In our book Data Management Solutions Using SAS® Hash Table Operations: A Business Intelligence Case Study, Paul Dorfman (@hashman) and I (@DonH) talked about how hash tables can do a lot more than just table lookup.
As the title indicates, we focused on its use in Business Intelligence tasks. Its use as a tool in generating documentation is our point here. We all know that programmers and developers just love to spend their time writing documentation (and gee do I wish there was a sarcasm font for that statement). One thing I have tried to do in my projects is to come up with ways to produce documentation using programs. For example, writing programs to pull off the header comment block for each program or macro.
Recently I was engaged on a project to help upgrade several applications from 9.1.3 to 94. To say they were not well designed or implemented would be an understatement. The code was scattered all over the place and as I started my review it was difficult to remember which of 10-20+ directories certain programs or macros were located in.

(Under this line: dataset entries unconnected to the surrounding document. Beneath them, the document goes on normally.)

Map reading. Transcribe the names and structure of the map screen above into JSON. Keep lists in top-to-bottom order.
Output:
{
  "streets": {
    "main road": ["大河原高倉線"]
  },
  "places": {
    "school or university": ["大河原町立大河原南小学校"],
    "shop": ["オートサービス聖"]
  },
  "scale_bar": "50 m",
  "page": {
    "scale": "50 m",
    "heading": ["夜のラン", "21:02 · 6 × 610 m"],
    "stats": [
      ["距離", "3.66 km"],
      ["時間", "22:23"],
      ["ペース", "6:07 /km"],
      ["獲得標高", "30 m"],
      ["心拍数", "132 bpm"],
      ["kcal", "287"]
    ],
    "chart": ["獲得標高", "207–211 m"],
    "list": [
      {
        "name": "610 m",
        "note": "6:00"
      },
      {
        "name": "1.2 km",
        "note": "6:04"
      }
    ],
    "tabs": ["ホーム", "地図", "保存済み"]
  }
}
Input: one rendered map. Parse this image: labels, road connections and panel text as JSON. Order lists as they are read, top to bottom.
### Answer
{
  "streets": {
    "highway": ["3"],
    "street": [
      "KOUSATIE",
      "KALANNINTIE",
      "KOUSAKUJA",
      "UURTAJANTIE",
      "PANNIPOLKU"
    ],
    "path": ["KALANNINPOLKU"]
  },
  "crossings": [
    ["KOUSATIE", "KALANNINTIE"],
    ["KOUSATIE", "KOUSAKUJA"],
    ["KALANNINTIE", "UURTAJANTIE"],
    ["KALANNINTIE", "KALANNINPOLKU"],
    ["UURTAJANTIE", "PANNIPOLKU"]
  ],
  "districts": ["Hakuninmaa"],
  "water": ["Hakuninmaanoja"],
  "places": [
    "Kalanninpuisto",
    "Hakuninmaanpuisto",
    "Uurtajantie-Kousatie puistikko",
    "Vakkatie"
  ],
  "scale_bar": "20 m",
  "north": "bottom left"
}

So the first thing I did was write a SAS program using wildcards to read in all the code lines from all the directories so I could search and generate some simple listings like an alphabetical list of each macro and where it was stored on the file system as well as a calling hierarchy for each application. Something like this what you see in the image at right.
Note that the data for this listing was obtained by subsetting the data for one of my client's real applications. The generated documents for each of those applications were upwards of 20 pages long - and that is even after I did some things to shorten the listings. For example, some utilities were called dozens and dozens of time from a single macro - thus I consolidated those into a single row called lineNumbers. In addition to subsetting, I also changed the names of all the programs to make them more generic.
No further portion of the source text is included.